ACTIVITY
Each entry below is to be copied verbatim, with no line missing.

INPUT RECORDS
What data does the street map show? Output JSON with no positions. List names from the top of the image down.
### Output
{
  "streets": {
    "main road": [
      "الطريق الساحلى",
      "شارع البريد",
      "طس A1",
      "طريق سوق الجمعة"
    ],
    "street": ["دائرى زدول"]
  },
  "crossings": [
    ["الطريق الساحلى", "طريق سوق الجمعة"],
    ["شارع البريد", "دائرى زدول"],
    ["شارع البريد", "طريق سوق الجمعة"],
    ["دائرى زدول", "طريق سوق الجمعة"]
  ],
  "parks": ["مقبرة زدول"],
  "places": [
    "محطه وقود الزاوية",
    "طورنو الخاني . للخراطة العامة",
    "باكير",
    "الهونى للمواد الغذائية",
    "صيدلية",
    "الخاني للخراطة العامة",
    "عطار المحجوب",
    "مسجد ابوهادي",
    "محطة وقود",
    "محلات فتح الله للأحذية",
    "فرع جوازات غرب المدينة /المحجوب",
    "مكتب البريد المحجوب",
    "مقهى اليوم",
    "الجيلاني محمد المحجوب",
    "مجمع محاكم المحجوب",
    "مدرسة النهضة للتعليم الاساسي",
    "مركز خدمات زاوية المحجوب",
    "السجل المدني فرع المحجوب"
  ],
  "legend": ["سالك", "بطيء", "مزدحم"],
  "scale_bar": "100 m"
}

EXPECTED OUTPUT
What data does the street map show? Output JSON with no positions. List names from the top of the image down.
### Output
{
  "streets": {
    "main road": [
      "الطريق الساحلى",
      "شارع البريد",
      "طس A1",
      "طريق سوق الجمعة"
    ],
    "street": ["دائرى زدول"]
  },
  "crossings": [
    ["الطريق الساحلى", "طريق سوق الجمعة"],
    ["شارع البريد", "دائرى زدول"],
    ["شارع البريد", "طريق سوق الجمعة"],
    ["دائرى زدول", "طريق سوق الجمعة"]
  ],
  "parks": ["مقبرة زدول"],
  "places": [
    "محطه وقود الزاوية",
    "طورنو الخاني . للخراطة العامة",
    "باكير",
    "الهونى للمواد الغذائية",
    "صيدلية",
    "الخاني للخراطة العامة",
    "عطار المحجوب",
    "مسجد ابوهادي",
    "محطة وقود",
    "محلات فتح الله للأحذية",
    "فرع جوازات غرب المدينة /المحجوب",
    "مكتب البريد المحجوب",
    "مقهى اليوم",
    "الجيلاني محمد المحجوب",
    "مجمع محاكم المحجوب",
    "مدرسة النهضة للتعليم الاساسي",
    "مركز خدمات زاوية المحجوب",
    "السجل المدني فرع المحجوب"
  ],
  "legend": ["سالك", "بطيء", "مزدحم"],
  "scale_bar": "100 m"
}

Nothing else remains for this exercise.